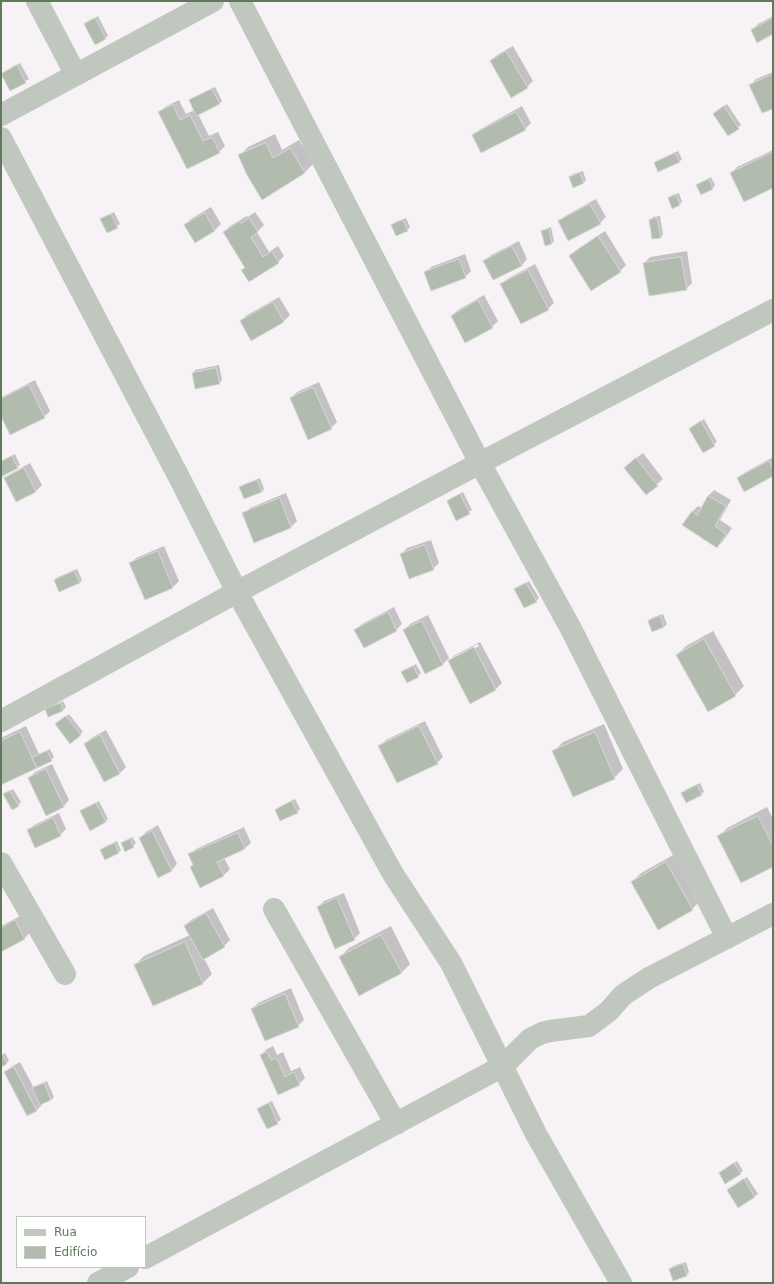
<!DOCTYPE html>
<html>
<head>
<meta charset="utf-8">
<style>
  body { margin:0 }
  #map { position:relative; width:774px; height:1284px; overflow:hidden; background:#f6f2f5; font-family:"DejaVu Sans",sans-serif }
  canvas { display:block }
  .frame { position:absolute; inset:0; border:2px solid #5f7a5b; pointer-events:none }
  .legend { position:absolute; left:16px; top:1216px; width:130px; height:52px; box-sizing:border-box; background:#fff; border:1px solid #bfcabd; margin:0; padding:5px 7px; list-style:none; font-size:12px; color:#5f7a5b }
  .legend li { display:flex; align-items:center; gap:8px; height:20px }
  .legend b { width:20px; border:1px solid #bfcabd }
</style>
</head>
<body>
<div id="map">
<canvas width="774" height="1284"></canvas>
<div class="frame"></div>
<ul class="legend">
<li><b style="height:5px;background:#bfc7be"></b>Rua</li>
<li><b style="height:11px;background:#b1bcae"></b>Edifício</li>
</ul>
</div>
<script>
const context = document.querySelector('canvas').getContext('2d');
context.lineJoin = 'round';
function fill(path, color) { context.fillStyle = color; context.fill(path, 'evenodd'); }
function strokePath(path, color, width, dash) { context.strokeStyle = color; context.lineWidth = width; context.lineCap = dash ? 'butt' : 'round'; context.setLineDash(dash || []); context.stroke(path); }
const shadow = new Path2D(`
  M 98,16 L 108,36 L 105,38 L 85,24 Z
  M 773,16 L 773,33 L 752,30 L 758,24 Z
  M 513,46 L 533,81 L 527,87 L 491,61 L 497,55 Z
  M 20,63 L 29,79 L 11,90 L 2,74 Z
  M 773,72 L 773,107 L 751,85 L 756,79 Z
  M 215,87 L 222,101 L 219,104 L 198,114 L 209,136 L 218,132 L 225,146 L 219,152 L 160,112 L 165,107 L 179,100 L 186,114 L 195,110 L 190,101 L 193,98 Z
  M 727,104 L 741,125 L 729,134 L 717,111 Z
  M 522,106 L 531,123 L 525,129 L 473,135 L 479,130 Z
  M 275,134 L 282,150 L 299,140 L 314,163 L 305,172 L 263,199 L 239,156 L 248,147 Z
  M 773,150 L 773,187 L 731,173 L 737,167 Z
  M 678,151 L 682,159 L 679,162 L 655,163 L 658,160 Z
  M 583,171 L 586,180 L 583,183 L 570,177 L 573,174 Z
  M 711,177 L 715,185 L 713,188 L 697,185 Z
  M 679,193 L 682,202 L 680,204 L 669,198 L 672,195 Z
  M 596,199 L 606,217 L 600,223 L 559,222 L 565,216 Z
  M 211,207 L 221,224 L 215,230 L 195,242 L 185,225 L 191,219 Z
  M 114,212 L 120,224 L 108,232 L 101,220 Z
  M 255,212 L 264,225 L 257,232 L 269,252 L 278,246 L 284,256 L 278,262 L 246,267 L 224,232 L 230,226 L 247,216 L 248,217 Z
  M 660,216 L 663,234 L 661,237 L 650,220 L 653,217 Z
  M 406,218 L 410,227 L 407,230 L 392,225 L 395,222 Z
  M 551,227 L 554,241 L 552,243 L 542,232 L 545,229 Z
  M 605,231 L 626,265 L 620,271 L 570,256 L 576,250 Z
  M 519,241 L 527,259 L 522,265 L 494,279 L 485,261 L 491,255 Z
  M 687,251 L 692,283 L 686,289 L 644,263 L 650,257 Z
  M 465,254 L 471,271 L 465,277 L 425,273 L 431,267 Z
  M 535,264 L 554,303 L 548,309 L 501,285 L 507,279 Z
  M 484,295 L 498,321 L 492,327 L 452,316 L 458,310 Z
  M 279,297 L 290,315 L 284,321 L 251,339 L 241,321 L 247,315 Z
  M 219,365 L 222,380 L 219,383 L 196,388 L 193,373 L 195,370 Z
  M 35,380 L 50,411 L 44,417 L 1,414 L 2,397 Z
  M 319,382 L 337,422 L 331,428 L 291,398 L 297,392 Z
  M 704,419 L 717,442 L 703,452 L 690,429 Z
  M 643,453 L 663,479 L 646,494 L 631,462 Z
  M 15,454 L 20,465 L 1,476 L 1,461 Z
  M 773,457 L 773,475 L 738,478 L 744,473 Z
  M 30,463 L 42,485 L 36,491 L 6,479 L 12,473 Z
  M 260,478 L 264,489 L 262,492 L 240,487 L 243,485 Z
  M 714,490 L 731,500 L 720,520 L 732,528 L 723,541 L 717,547 L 692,512 L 698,506 L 702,508 L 708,496 Z
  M 463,492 L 472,510 L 457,519 L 448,501 Z
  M 286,493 L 297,521 L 291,527 L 255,541 L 244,514 L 250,508 Z
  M 431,540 L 439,563 L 433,569 L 401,554 L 407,548 Z
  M 164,546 L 179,581 L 173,587 L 145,599 L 130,564 L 136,558 Z
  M 77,569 L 82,580 L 79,583 L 55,580 L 58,577 Z
  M 529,581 L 539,598 L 536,601 L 515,590 Z
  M 394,607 L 402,624 L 396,630 L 356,630 L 362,624 Z
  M 663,614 L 667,624 L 664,627 L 653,631 L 649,621 L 651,618 Z
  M 428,615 L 449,658 L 443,664 L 425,673 L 404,630 L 410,624 Z
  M 713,631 L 744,686 L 735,695 L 677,655 L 686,646 Z
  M 480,642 L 502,683 L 496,689 L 471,702 L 449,661 L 455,655 ZM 478,644 L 479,646 L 455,659 L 455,656 Z
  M 416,664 L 421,673 L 418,676 L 402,673 Z
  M 63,701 L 66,707 L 63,710 L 48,715 L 46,709 L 49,706 Z
  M 69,714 L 83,732 L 80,734 L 59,722 Z
  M 425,721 L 443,757 L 437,763 L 380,746 L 386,740 Z
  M 604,724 L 623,769 L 614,778 L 554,751 L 563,742 Z
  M 26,726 L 39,754 L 50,749 L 54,757 L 51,760 L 1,784 L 1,738 Z
  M 106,730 L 126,767 L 120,773 L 105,781 L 85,744 L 91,738 Z
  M 52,764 L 69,800 L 64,806 L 29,778 L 35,772 Z
  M 700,783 L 704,792 L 701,794 L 683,793 L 685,790 Z
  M 13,789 L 21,802 L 18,805 L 4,794 Z
  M 295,799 L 300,809 L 297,812 L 276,810 L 279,807 Z
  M 99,801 L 108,819 L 105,822 L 81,811 Z
  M 767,807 L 773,819 L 773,866 L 718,837 L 727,828 Z
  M 59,813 L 66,829 L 60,835 L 28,831 L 34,825 Z
  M 158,825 L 177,864 L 172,870 L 140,838 L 146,832 Z
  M 244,827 L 251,843 L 245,848 L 224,858 L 230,869 L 224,875 L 201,887 L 190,855 L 196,849 Z
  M 132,837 L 136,843 L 133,846 L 122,843 Z
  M 117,841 L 121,850 L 119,852 L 105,858 L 101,850 L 104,847 Z
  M 675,854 L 701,900 L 692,909 L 658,928 L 632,882 L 641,873 Z
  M 344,893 L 360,933 L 354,939 L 318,907 L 324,901 Z
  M 213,908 L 230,940 L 224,946 L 204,958 L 212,974 L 203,983 L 153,1005 L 135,965 L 144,956 L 190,935 L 185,926 L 191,920 Z
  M 22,915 L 30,932 L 25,938 L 1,951 L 1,926 Z
  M 391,926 L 410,964 L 401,973 L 340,957 L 349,948 Z
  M 291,988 L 304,1020 L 298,1026 L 252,1009 L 258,1003 Z
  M 273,1046 L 277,1055 L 283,1052 L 291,1071 L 300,1067 L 305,1078 L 299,1084 L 279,1093 L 261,1055 L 267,1049 Z
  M 5,1053 L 9,1061 L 1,1066 L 1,1055 Z
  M 20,1062 L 34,1088 L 47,1081 L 54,1097 L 51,1100 L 42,1103 L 43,1104 L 37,1110 L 28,1115 L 5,1073 L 11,1067 Z
  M 272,1101 L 281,1120 L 268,1128 L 258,1109 Z
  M 737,1161 L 743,1171 L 740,1173 L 723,1171 Z
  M 747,1177 L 758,1194 L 738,1207 L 731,1188 Z
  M 686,1262 L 689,1272 L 687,1275 L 670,1269 L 673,1266 Z`);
const building = new Path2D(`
  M 95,18 L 106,39 L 95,45 L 84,24 Z
  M 773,18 L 773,34 L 757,43 L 751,30 Z
  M 506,51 L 528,88 L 511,98 L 490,61 Z
  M 17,65 L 26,83 L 10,91 L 1,74 Z
  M 773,74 L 773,109 L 762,113 L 749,85 Z
  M 212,89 L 220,104 L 196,116 L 189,100 Z
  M 173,105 L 180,120 L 190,115 L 203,141 L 212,137 L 220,153 L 187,169 L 158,112 Z
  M 724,106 L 739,129 L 728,136 L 713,114 Z
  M 516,112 L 526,130 L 481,153 L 472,135 Z
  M 266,143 L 273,158 L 290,148 L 305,173 L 262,200 L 247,175 L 238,155 Z
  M 773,152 L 773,188 L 744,202 L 730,173 Z
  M 675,153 L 680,162 L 658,172 L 654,163 Z
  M 580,173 L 584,183 L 573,188 L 569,177 Z
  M 709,179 L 713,189 L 701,195 L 696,185 Z
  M 676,195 L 680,205 L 672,209 L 668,198 Z
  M 590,204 L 601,224 L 568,241 L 558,221 Z
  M 205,213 L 215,231 L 195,243 L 184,225 Z
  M 111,214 L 118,228 L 107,233 L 100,219 Z
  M 249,218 L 258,232 L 251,237 L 263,257 L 272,251 L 279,263 L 249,282 L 241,270 L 245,268 L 223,232 L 240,221 L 241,223 Z
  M 657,218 L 661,238 L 652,239 L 649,220 Z
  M 403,220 L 408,231 L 396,236 L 391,225 Z
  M 549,229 L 552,244 L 545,246 L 541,231 Z
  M 598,236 L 621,272 L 591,291 L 569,256 Z
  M 512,246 L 522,266 L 493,280 L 483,261 Z
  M 681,257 L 687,290 L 649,296 L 643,263 Z
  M 459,259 L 466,278 L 431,291 L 424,272 Z
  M 528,270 L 549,310 L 521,324 L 500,284 Z
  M 478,300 L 493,328 L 465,343 L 451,316 Z
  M 273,302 L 284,322 L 251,341 L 240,321 Z
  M 216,368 L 220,384 L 195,389 L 192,373 Z
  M 29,385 L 45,418 L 10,435 L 1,416 L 1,399 Z
  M 313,387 L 332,429 L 308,440 L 290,398 Z
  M 701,421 L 715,446 L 703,453 L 689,429 Z
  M 12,456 L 18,468 L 1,477 L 1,462 Z
  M 636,458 L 658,486 L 646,495 L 624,468 Z
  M 769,461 L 773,469 L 773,476 L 744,492 L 737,478 Z
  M 24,468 L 36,492 L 16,502 L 4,478 Z
  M 257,480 L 262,492 L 244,499 L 239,487 Z
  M 460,494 L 470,514 L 456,521 L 447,501 Z
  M 708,496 L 726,506 L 715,526 L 726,534 L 717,548 L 682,525 L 692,511 L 697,515 Z
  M 280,498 L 291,528 L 254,543 L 242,513 Z
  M 425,545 L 434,570 L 409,579 L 400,554 Z
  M 158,551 L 173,588 L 145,600 L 129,563 Z
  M 74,571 L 80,583 L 59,592 L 54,580 Z
  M 526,583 L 537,602 L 524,608 L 514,589 Z
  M 388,612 L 397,631 L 364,648 L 354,630 Z
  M 660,616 L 664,627 L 652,632 L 648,621 Z
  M 422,621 L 443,665 L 425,674 L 403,630 Z
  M 704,639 L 736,696 L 708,712 L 676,655 Z
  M 474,647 L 496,690 L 470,704 L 448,661 Z
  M 413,666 L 419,677 L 407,683 L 401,672 Z
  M 61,703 L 63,711 L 48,717 L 45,709 Z
  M 66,716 L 81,735 L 70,744 L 55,724 Z
  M 419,726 L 438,764 L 397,783 L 378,746 Z
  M 20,732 L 37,768 L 1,785 L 1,741 Z
  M 595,732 L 615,779 L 573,797 L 552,751 Z
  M 100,735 L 120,774 L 104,782 L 84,744 Z
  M 47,751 L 52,761 L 37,768 L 32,758 Z
  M 46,769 L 64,807 L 46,816 L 28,778 Z
  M 697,785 L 702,795 L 686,803 L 681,793 Z
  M 10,791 L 19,806 L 12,810 L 3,794 Z
  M 292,801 L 298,813 L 280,821 L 275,810 Z
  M 96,803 L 106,822 L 90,831 L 80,811 Z
  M 758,816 L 773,846 L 773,867 L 741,883 L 717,836 Z
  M 53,818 L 61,836 L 35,848 L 27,830 Z
  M 152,831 L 172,871 L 158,878 L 139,838 Z
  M 238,833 L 245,849 L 217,862 L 224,876 L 200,888 L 190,867 L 193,865 L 188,854 Z
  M 130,839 L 134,847 L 125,852 L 121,843 Z
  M 115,843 L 119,853 L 105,860 L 100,850 Z
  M 666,862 L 693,910 L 658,930 L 631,882 Z
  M 337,898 L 355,940 L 335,949 L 317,907 Z
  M 206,913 L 225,947 L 203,960 L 184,926 Z
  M 15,920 L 25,939 L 1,952 L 1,928 Z
  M 381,935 L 402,973 L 359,996 L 339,957 Z
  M 185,942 L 203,984 L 153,1006 L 134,965 Z
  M 285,994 L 299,1027 L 265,1041 L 251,1009 Z
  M 267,1052 L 271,1060 L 277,1058 L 285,1077 L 294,1072 L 300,1085 L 278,1095 L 260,1055 Z
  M 1,1055 L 3,1055 L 7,1064 L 1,1067 Z
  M 14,1067 L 37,1111 L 27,1116 L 4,1072 Z
  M 44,1083 L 51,1100 L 40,1105 L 32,1088 Z
  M 269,1103 L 278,1124 L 267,1129 L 257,1109 Z
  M 734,1163 L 741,1174 L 725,1184 L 719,1173 Z
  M 744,1179 L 755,1197 L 738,1208 L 727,1190 Z
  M 683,1264 L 687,1276 L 673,1281 L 669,1269 Z`);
const minor = new Path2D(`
  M 37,1 L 76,75
  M 240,1 L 480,463 L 571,629 L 727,938
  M 1,115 L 213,1
  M 1,138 L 181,481 L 237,592 L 393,874 L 451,963 L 536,1134 L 621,1283
  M 1,721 L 237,592 L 480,463 L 773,310
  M 1,863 L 65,974
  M 274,909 L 396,1124
  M 145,1258 L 503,1066 L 530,1039 L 542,1033 L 550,1031 L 589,1026 L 609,1011 L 623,995 L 649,978 L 773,914
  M 98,1283 L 128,1267`);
fill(shadow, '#0003');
fill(building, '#b1bcae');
strokePath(building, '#d8d5d7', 1);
strokePath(minor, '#bfc7be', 22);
</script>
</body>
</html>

> _ASSIGNED TASK_
Exactly the lines above from the one with "M 657,218 L 661,238 L 652,239 L 649,220 Z" to the one with "M 96,803 L 106,822 L 90,831 L 80,811 Z", both included, are to be quoted; leave the rest out.

> _RESPONSE BELOW_
  M 657,218 L 661,238 L 652,239 L 649,220 Z
  M 403,220 L 408,231 L 396,236 L 391,225 Z
  M 549,229 L 552,244 L 545,246 L 541,231 Z
  M 598,236 L 621,272 L 591,291 L 569,256 Z
  M 512,246 L 522,266 L 493,280 L 483,261 Z
  M 681,257 L 687,290 L 649,296 L 643,263 Z
  M 459,259 L 466,278 L 431,291 L 424,272 Z
  M 528,270 L 549,310 L 521,324 L 500,284 Z
  M 478,300 L 493,328 L 465,343 L 451,316 Z
  M 273,302 L 284,322 L 251,341 L 240,321 Z
  M 216,368 L 220,384 L 195,389 L 192,373 Z
  M 29,385 L 45,418 L 10,435 L 1,416 L 1,399 Z
  M 313,387 L 332,429 L 308,440 L 290,398 Z
  M 701,421 L 715,446 L 703,453 L 689,429 Z
  M 12,456 L 18,468 L 1,477 L 1,462 Z
  M 636,458 L 658,486 L 646,495 L 624,468 Z
  M 769,461 L 773,469 L 773,476 L 744,492 L 737,478 Z
  M 24,468 L 36,492 L 16,502 L 4,478 Z
  M 257,480 L 262,492 L 244,499 L 239,487 Z
  M 460,494 L 470,514 L 456,521 L 447,501 Z
  M 708,496 L 726,506 L 715,526 L 726,534 L 717,548 L 682,525 L 692,511 L 697,515 Z
  M 280,498 L 291,528 L 254,543 L 242,513 Z
  M 425,545 L 434,570 L 409,579 L 400,554 Z
  M 158,551 L 173,588 L 145,600 L 129,563 Z
  M 74,571 L 80,583 L 59,592 L 54,580 Z
  M 526,583 L 537,602 L 524,608 L 514,589 Z
  M 388,612 L 397,631 L 364,648 L 354,630 Z
  M 660,616 L 664,627 L 652,632 L 648,621 Z
  M 422,621 L 443,665 L 425,674 L 403,630 Z
  M 704,639 L 736,696 L 708,712 L 676,655 Z
  M 474,647 L 496,690 L 470,704 L 448,661 Z
  M 413,666 L 419,677 L 407,683 L 401,672 Z
  M 61,703 L 63,711 L 48,717 L 45,709 Z
  M 66,716 L 81,735 L 70,744 L 55,724 Z
  M 419,726 L 438,764 L 397,783 L 378,746 Z
  M 20,732 L 37,768 L 1,785 L 1,741 Z
  M 595,732 L 615,779 L 573,797 L 552,751 Z
  M 100,735 L 120,774 L 104,782 L 84,744 Z
  M 47,751 L 52,761 L 37,768 L 32,758 Z
  M 46,769 L 64,807 L 46,816 L 28,778 Z
  M 697,785 L 702,795 L 686,803 L 681,793 Z
  M 10,791 L 19,806 L 12,810 L 3,794 Z
  M 292,801 L 298,813 L 280,821 L 275,810 Z
  M 96,803 L 106,822 L 90,831 L 80,811 Z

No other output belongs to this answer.